PROBLEM TO WORK ON ▸ Check each line of the records below and collect those holding "text".

TASK INPUT ▸
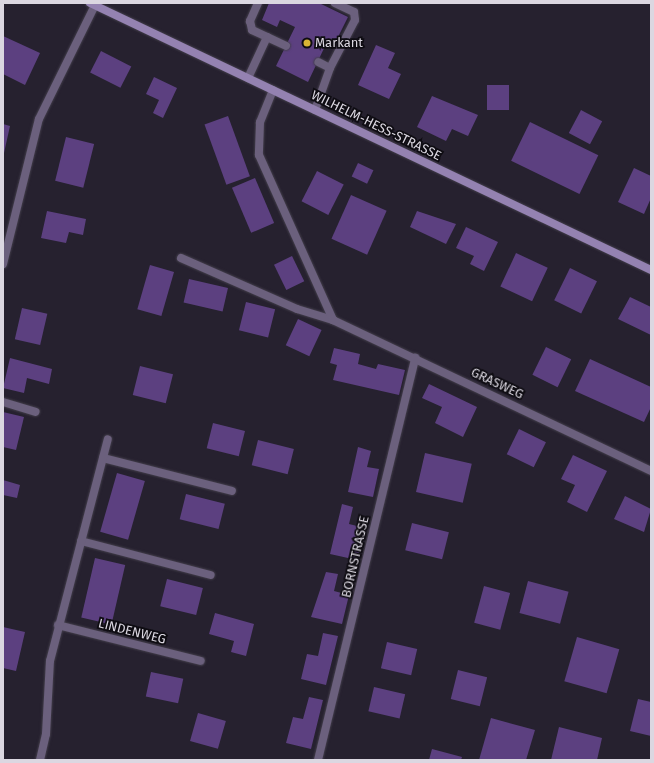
<!DOCTYPE html>
<style>
body{margin:0}
#map{position:relative;width:654px;height:763px;overflow:hidden;background:#26212f;font-family:"Fira Sans",sans-serif}
div>[style]{position:absolute}
[style*='--x']{left:calc(var(--x)*1px);top:calc(var(--y)*1px);width:calc(var(--w)*1px);rotate:calc(var(--a)*1deg)}
.building>*{inset:0;background:#5c4080;transform-origin:0 0}
.roads{filter:drop-shadow(0 0 1px #433e4b) drop-shadow(0 0 1px #433e4b)}
.service>*{height:8px;margin:-4px;padding:0 4px;transform-origin:4px;border-radius:4px;background:#6b607d}
.minor>*{height:8px;margin:-4px;padding:0 4px;transform-origin:4px;border-radius:4px;background:#6b607d}
.secondary>*{height:8px;margin:-4px;padding:0 4px;transform-origin:4px;border-radius:4px;background:#9482b1}
.dots>*{width:11px;height:11px;translate:-50% -50%;box-sizing:border-box;border:2px solid #0e0c12;border-radius:50%}
span{translate:-50% -50%;white-space:nowrap;text-align:center;line-height:1.15;-webkit-text-stroke:3.5px #0e0c12;paint-order:stroke}
.poi-label{font-size:13px;color:#dbd7e1}
.left{translate:0 -50%;text-align:left}
.street-label{font-size:13px;color:#dbd7e1}
.frame{position:absolute;inset:0;border:4px solid #dbd7e1;pointer-events:none}
</style>
<div id="map">
<div class="building">
<i style="clip-path:polygon(269px 3px,319px 3px,348px 17px,334px 45px,327px 42px,308px 82px,276px 66px,295px 27px,280px 20px,277px 27px,262px 20px)"></i>
<i style="clip-path:polygon(3px 36px,40px 53px,25px 85px,3px 74px)"></i>
<i style="clip-path:polygon(376px 45px,395px 53px,388px 68px,401px 74px,389px 99px,358px 85px)"></i>
<i style="left:101px;top:51px;width:34px;height:24px;rotate:27deg"></i>
<i style="clip-path:polygon(154px 77px,177px 88px,163px 118px,153px 113px,159px 100px,146px 94px)"></i>
<i style="left:487px;top:85px;width:22px;height:25px"></i>
<i style="clip-path:polygon(432px 96px,478px 115px,468px 136px,452px 129px,446px 141px,417px 127px)"></i>
<i style="left:581px;top:110px;width:24px;height:26px;rotate:28deg"></i>
<i style="left:228px;top:116px;width:64px;height:25px;rotate:70deg"></i>
<i style="left:530px;top:122px;width:76px;height:43px;rotate:26deg"></i>
<i style="clip-path:polygon(3px 124px,10px 126px,4px 153px,3px 153px)"></i>
<i style="left:66px;top:137px;width:29px;height:45px;rotate:14deg"></i>
<i style="left:358px;top:163px;width:17px;height:15px;rotate:25deg"></i>
<i style="clip-path:polygon(634px 168px,651px 176px,651px 198px,644px 214px,618px 202px)"></i>
<i style="left:317px;top:171px;width:30px;height:34px;rotate:27deg"></i>
<i style="left:255px;top:178px;width:49px;height:25px;rotate:67deg"></i>
<i style="left:351px;top:195px;width:39px;height:48px;rotate:24deg"></i>
<i style="clip-path:polygon(47px 211px,86px 219px,83px 235px,69px 232px,66px 243px,41px 238px)"></i>
<i style="clip-path:polygon(417px 211px,456px 224px,446px 244px,410px 227px)"></i>
<i style="clip-path:polygon(466px 227px,498px 242px,484px 271px,470px 264px,474px 256px,456px 248px)"></i>
<i style="left:516px;top:253px;width:35px;height:37px;rotate:25deg"></i>
<i style="left:292px;top:256px;width:28px;height:20px;rotate:64deg"></i>
<i style="left:150px;top:265px;width:25px;height:46px;rotate:16deg"></i>
<i style="left:570px;top:268px;width:30px;height:36px;rotate:26deg"></i>
<i style="left:189px;top:279px;width:40px;height:24px;rotate:13deg"></i>
<i style="clip-path:polygon(630px 297px,651px 307px,651px 335px,618px 319px)"></i>
<i style="left:246px;top:302px;width:30px;height:29px;rotate:14deg"></i>
<i style="left:22px;top:308px;width:26px;height:32px;rotate:13deg"></i>
<i style="left:298px;top:319px;width:26px;height:29px;rotate:25deg"></i>
<i style="left:546px;top:347px;width:28px;height:31px;rotate:26deg"></i>
<i style="clip-path:polygon(334px 348px,360px 354px,358px 364px,376px 369px,378px 364px,405px 370px,399px 395px,333px 380px,337px 365px,330px 363px)"></i>
<i style="clip-path:polygon(10px 358px,52px 369px,49px 384px,27px 378px,24px 393px,3px 388px)"></i>
<i style="clip-path:polygon(590px 359px,651px 387px,651px 407px,644px 422px,575px 391px)"></i>
<i style="left:140px;top:366px;width:34px;height:30px;rotate:14deg"></i>
<i style="clip-path:polygon(429px 384px,477px 407px,463px 437px,435px 423px,442px 407px,422px 398px)"></i>
<i style="clip-path:polygon(3px 412px,24px 417px,16px 450px,3px 447px)"></i>
<i style="left:213px;top:423px;width:33px;height:26px;rotate:14deg"></i>
<i style="left:519px;top:429px;width:30px;height:28px;rotate:26deg"></i>
<i style="left:258px;top:440px;width:37px;height:26px;rotate:14deg"></i>
<i style="clip-path:polygon(358px 447px,371px 451px,367px 467px,379px 469px,373px 497px,348px 492px)"></i>
<i style="left:425px;top:453px;width:48px;height:40px;rotate:13deg"></i>
<i style="clip-path:polygon(573px 455px,607px 471px,587px 512px,567px 502px,575px 485px,561px 479px)"></i>
<i style="left:117px;top:473px;width:29px;height:61px;rotate:16deg"></i>
<i style="clip-path:polygon(3px 480px,20px 485px,17px 498px,3px 495px)"></i>
<i style="left:186px;top:494px;width:40px;height:26px;rotate:14deg"></i>
<i style="clip-path:polygon(625px 496px,651px 509px,644px 532px,614px 519px)"></i>
<i style="clip-path:polygon(342px 504px,353px 507px,349px 524px,365px 528px,357px 560px,330px 554px)"></i>
<i style="left:412px;top:523px;width:38px;height:28px;rotate:14deg"></i>
<i style="left:95px;top:558px;width:31px;height:61px;rotate:13deg"></i>
<i style="clip-path:polygon(326px 572px,338px 574px,334px 591px,349px 595px,342px 624px,311px 617px)"></i>
<i style="left:167px;top:579px;width:37px;height:28px;rotate:14deg"></i>
<i style="left:528px;top:581px;width:42px;height:33px;rotate:15deg"></i>
<i style="left:484px;top:586px;width:27px;height:38px;rotate:15deg"></i>
<i style="clip-path:polygon(215px 613px,254px 624px,246px 656px,231px 652px,234px 641px,209px 634px)"></i>
<i style="clip-path:polygon(3px 627px,25px 632px,16px 671px,3px 668px)"></i>
<i style="clip-path:polygon(323px 633px,338px 636px,326px 685px,301px 679px,307px 654px,318px 656px)"></i>
<i style="left:577px;top:637px;width:44px;height:46px;rotate:16deg"></i>
<i style="left:387px;top:642px;width:31px;height:27px;rotate:13deg"></i>
<i style="left:458px;top:670px;width:30px;height:30px;rotate:14deg"></i>
<i style="left:151px;top:672px;width:33px;height:25px;rotate:12deg"></i>
<i style="left:374px;top:687px;width:32px;height:25px;rotate:13deg"></i>
<i style="clip-path:polygon(309px 697px,323px 700px,311px 749px,286px 743px,293px 717px,303px 719px)"></i>
<i style="clip-path:polygon(638px 699px,651px 702px,651px 736px,630px 731px)"></i>
<i style="left:198px;top:713px;width:29px;height:29px;rotate:16deg"></i>
<i style="clip-path:polygon(491px 718px,535px 730px,526px 760px,479px 760px)"></i>
<i style="clip-path:polygon(559px 727px,602px 738px,597px 760px,551px 760px)"></i>
<i style="clip-path:polygon(432px 749px,462px 757px,461px 760px,429px 760px)"></i>
</div>
<div class="roads">
<div class="service">
<i style="--x:258;--y:3;--w:20;--a:114"></i>
<i style="--x:250;--y:21;--w:9;--a:77"></i>
<i style="--x:252;--y:30;--w:17;--a:25"></i>
<i style="--x:330;--y:68;--w:54;--a:-62.5"></i>
<i style="--x:355;--y:20;--w:8;--a:-97"></i>
<i style="--x:354;--y:12;--w:21;--a:-155"></i>
<i style="--x:248;--y:78;--w:45;--a:-65.1"></i>
<i style="--x:267;--y:37;--w:21;--a:25"></i>
<i style="--x:315;--y:110;--w:45;--a:-70.3"></i>
<i style="--x:330;--y:68;--w:13;--a:-153"></i>
<i style="--x:181;--y:258;--w:127;--a:23.7"></i>
<i style="--x:297;--y:309;--w:38;--a:17"></i>
<i style="--x:3;--y:402;--w:34;--a:17"></i>
<i style="--x:103;--y:458;--w:133;--a:14.3"></i>
<i style="--x:81;--y:541;--w:134;--a:14.7"></i>
<i style="--x:58;--y:625;--w:147;--a:14.1"></i>
</div>
<div class="minor">
<i style="--x:273;--y:90;--w:35;--a:112"></i>
<i style="--x:260;--y:122;--w:33;--a:92"></i>
<i style="--x:259;--y:155;--w:181;--a:65.8"></i>
<i style="--x:333;--y:320;--w:352;--a:25.4"></i>
<i style="--x:3;--y:264;--w:149;--a:-76.1"></i>
<i style="--x:39;--y:119;--w:129;--a:-63.8"></i>
<i style="--x:40;--y:760;--w:27;--a:-77"></i>
<i style="--x:46;--y:734;--w:73;--a:-86.9"></i>
<i style="--x:50;--y:661;--w:229;--a:-75.4"></i>
<i style="--x:318;--y:760;--w:414;--a:-76.4"></i>
</div>
<div class="secondary">
<i style="--x:90;--y:3;--w:621;--a:25.45"></i>
</div>
</div>
<div class="dots">
<i style="left:307px;top:43px;background:#d8b434"></i>
</div>
<div class="poi-label">
<span class="left" style="left:315px;top:43px">Markant</span>
</div>
<div class="street-label">
<span style="left:376px;top:126px;rotate:26deg">WILHELM-HESS-STRASSE</span>
<span style="left:497px;top:384px;rotate:25deg">GRASWEG</span>
<span style="left:356px;top:557px;rotate:-77deg">BORNSTRASSE</span>
<span style="left:132px;top:632px;rotate:14deg">LINDENWEG</span>
</div>
<div class="frame"></div>
</div>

ANSWER TO THIS TASK ▸
span{translate:-50% -50%;white-space:nowrap;text-align:center;line-height:1.15;-webkit-text-stroke:3.5px #0e0c12;paint-order:stroke}
.left{translate:0 -50%;text-align:left}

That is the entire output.